MSC administration decreased lipid accumulation and enhanced glycogen storage in the liver of db/db mice. The ratios of liver to body weight (A) and ratios of EWAT to body weight (B) were calculated in different group mice at five weeks after MSC or saline infusion. (C) Representative pictures of PAS staining in the liver sections of different group mice. Scale bar = 200 μm. (D) Quantification of PAS-positive areas in the livers of different group mice. (E) Representative pictures of H&E staining in mouse liver sections. Scale bar = 200 μm. (F) Quantification of lipid droplet areas in the livers of different group mice.
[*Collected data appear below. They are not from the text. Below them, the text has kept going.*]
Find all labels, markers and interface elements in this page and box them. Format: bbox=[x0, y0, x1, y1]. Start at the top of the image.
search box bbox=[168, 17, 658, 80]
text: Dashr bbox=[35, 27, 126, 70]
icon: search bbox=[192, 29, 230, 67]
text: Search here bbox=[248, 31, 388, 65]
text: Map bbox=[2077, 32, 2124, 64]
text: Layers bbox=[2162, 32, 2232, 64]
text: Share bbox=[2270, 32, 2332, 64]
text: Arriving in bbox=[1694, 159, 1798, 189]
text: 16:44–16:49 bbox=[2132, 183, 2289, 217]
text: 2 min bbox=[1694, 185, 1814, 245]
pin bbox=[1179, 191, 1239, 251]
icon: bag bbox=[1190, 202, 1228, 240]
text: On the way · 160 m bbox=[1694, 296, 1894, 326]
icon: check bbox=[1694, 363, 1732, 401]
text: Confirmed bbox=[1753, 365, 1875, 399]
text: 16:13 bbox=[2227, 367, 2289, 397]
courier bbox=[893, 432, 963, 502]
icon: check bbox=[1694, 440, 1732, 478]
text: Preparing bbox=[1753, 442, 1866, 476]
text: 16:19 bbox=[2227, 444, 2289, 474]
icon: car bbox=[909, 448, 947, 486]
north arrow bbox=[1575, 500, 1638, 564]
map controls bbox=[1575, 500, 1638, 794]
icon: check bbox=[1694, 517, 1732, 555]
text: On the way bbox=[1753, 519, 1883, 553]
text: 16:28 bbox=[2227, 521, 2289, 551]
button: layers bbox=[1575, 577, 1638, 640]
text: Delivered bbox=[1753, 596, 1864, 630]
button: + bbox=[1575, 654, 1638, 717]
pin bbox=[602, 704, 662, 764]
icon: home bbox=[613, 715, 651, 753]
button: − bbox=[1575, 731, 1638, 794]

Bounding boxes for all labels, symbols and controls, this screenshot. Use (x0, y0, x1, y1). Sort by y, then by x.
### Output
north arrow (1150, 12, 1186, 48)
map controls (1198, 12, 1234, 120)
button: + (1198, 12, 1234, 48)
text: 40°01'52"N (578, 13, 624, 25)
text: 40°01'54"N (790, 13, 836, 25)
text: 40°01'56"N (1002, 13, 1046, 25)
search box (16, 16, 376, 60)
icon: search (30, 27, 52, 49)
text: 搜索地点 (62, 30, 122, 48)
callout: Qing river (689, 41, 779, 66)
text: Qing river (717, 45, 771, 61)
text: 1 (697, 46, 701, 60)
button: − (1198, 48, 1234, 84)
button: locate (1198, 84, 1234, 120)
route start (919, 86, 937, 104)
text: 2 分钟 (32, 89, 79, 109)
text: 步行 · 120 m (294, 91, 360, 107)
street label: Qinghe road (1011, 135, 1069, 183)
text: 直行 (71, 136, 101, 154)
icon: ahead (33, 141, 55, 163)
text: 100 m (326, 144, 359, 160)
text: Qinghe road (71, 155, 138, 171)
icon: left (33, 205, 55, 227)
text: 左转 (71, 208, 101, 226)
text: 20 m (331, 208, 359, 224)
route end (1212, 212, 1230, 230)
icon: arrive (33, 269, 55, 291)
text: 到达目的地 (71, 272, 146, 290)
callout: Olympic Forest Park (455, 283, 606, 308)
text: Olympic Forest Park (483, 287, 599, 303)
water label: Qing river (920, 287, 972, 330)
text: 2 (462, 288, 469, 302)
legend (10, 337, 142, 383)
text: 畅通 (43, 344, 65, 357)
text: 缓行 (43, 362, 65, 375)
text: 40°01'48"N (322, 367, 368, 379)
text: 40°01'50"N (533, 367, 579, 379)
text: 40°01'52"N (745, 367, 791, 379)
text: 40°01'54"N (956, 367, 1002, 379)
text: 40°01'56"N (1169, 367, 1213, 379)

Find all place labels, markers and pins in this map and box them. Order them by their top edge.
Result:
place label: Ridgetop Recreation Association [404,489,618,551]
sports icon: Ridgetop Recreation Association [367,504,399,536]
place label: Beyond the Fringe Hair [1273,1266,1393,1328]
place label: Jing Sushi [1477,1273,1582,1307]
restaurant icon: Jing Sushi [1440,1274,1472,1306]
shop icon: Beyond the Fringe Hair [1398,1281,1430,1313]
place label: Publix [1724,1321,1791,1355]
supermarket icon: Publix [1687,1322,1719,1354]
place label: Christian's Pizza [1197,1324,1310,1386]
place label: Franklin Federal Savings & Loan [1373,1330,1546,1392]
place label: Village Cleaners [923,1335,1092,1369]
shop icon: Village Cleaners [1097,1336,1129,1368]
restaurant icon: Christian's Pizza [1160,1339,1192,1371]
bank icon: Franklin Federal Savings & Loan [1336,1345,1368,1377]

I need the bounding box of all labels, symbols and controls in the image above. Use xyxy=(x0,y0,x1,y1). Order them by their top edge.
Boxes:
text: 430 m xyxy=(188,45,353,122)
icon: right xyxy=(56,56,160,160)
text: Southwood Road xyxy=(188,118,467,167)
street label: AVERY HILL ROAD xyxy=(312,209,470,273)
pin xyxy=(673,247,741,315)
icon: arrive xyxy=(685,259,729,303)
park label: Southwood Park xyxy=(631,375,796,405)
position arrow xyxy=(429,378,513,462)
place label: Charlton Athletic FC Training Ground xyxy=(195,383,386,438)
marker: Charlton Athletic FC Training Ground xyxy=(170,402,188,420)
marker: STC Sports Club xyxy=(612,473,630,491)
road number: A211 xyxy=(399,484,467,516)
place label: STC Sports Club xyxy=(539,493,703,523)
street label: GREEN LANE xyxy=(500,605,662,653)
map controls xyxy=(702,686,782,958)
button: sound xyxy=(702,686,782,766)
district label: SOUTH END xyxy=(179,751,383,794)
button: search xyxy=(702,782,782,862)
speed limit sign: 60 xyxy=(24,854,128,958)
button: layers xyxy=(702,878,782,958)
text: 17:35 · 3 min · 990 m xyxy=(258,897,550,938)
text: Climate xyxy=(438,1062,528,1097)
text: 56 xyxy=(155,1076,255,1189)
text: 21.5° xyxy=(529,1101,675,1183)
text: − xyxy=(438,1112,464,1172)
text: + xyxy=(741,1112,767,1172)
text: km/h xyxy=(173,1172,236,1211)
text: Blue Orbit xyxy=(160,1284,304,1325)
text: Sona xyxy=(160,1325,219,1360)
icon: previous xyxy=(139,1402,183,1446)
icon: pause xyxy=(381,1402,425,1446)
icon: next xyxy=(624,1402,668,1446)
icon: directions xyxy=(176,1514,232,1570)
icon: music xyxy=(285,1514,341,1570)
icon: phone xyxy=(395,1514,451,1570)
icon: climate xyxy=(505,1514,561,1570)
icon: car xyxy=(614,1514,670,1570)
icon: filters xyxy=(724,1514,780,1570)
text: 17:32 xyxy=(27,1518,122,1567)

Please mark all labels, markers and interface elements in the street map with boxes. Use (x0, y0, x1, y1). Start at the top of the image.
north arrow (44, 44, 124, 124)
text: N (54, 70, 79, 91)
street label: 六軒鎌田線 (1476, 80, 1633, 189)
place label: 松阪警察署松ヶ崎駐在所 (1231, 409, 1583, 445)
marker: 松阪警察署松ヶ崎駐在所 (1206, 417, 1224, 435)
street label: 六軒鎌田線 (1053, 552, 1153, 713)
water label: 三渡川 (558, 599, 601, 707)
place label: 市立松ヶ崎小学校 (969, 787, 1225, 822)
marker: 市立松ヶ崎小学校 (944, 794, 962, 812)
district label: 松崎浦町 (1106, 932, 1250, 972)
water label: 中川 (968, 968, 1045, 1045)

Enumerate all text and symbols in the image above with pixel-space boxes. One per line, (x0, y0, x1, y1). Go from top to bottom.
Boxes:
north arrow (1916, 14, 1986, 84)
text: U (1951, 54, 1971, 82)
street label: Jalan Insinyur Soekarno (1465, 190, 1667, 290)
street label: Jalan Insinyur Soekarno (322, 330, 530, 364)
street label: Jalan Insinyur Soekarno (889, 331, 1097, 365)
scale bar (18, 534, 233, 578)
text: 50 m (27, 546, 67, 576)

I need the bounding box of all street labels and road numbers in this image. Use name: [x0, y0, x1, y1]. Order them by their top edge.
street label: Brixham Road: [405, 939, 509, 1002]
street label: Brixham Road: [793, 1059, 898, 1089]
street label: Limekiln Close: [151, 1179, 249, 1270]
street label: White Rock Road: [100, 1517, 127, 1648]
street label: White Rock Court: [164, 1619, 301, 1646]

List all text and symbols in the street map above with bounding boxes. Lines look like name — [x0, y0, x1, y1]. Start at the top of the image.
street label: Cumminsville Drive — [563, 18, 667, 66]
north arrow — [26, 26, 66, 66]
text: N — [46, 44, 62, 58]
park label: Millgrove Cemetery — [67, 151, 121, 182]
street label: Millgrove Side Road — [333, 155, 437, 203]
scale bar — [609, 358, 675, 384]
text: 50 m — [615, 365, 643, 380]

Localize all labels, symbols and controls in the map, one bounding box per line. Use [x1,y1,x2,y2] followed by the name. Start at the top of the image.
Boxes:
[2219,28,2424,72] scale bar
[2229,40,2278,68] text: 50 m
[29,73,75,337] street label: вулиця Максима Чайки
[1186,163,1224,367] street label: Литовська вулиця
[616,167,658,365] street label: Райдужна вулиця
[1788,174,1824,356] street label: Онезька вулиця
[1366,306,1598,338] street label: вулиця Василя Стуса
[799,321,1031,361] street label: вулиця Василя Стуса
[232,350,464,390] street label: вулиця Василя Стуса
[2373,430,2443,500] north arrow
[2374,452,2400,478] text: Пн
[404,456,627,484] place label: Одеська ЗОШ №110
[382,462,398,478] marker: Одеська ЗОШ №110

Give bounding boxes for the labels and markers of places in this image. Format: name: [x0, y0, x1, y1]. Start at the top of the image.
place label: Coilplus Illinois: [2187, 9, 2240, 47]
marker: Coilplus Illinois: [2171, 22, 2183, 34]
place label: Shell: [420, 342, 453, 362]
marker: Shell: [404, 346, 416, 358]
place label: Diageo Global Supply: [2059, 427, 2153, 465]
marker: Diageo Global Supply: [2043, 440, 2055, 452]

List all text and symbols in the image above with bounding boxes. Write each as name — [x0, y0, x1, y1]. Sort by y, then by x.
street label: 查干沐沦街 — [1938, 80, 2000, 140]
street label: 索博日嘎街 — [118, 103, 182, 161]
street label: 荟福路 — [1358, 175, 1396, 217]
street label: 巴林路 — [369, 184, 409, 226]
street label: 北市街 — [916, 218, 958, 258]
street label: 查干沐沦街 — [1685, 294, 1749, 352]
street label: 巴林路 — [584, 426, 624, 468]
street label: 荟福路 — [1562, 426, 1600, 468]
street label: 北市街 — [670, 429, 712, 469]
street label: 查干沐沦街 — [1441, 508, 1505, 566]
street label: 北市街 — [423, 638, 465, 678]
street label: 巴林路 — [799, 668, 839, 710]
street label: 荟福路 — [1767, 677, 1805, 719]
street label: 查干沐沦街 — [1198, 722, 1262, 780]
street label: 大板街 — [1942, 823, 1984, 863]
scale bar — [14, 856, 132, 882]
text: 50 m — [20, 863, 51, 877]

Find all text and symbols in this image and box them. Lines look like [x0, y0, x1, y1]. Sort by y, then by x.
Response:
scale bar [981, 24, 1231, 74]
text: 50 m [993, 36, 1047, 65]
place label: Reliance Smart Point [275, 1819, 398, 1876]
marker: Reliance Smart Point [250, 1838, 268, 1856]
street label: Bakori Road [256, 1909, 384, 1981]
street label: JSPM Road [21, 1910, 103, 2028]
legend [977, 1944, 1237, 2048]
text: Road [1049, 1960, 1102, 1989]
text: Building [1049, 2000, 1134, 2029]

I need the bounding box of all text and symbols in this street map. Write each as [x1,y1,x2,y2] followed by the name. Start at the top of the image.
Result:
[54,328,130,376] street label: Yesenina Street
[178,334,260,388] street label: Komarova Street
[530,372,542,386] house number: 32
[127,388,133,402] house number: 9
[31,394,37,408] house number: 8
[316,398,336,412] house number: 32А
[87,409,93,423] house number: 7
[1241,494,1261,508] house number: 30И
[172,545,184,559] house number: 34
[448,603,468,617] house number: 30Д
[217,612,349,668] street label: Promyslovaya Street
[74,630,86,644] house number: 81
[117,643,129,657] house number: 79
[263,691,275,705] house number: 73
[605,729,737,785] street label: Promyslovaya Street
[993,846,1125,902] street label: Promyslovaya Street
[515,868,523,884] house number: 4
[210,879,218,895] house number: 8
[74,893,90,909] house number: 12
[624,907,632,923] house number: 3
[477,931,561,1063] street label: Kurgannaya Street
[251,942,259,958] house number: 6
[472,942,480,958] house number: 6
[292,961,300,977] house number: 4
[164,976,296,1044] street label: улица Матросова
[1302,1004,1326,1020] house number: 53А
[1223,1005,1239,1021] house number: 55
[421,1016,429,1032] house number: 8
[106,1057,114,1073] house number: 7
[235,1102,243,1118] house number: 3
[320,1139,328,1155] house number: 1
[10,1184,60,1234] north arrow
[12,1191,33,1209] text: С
Quantitative data are shown as mean ± SEM (n = 5-7 mice per group). *P < 0.05, **P < 0.01, ***P < 0.001.

Fig. 5

MSC administration improved Akt phosphorylation and glycolipid metabolism dysfunction and reduced inflammation in the liver. (A) Western blotting analysis of Akt and p-Akt levels in the livers of different group mice. (B) Quantification of the ratio of p-Akt to Akt protein level in mouse livers. n = 4 mice per group. (C-I) Gene expression patterns of G6PC (C), FASN (D), SREBP-1 C (E), PPAR-α (F), F4/80 (G), IFN-γ (H) and TNF-α (I) in the livers of different group mice. n = 6-7 mice per group. Quantitative data are displayed as mean ± SEM. *P < 0.05, ***P < 0.001.

Fig. 6

Working model of perinatal MSCs in alleviating T2DM symptoms. Single-dose intravenous infusion of either AMMSCs or UCMSCs from the same donor comparably alleviates T2DM symptoms in db/db mice through improving glycolipid metabolism, enhancing insulin sensitivity, and decreasing inflammation in the liver.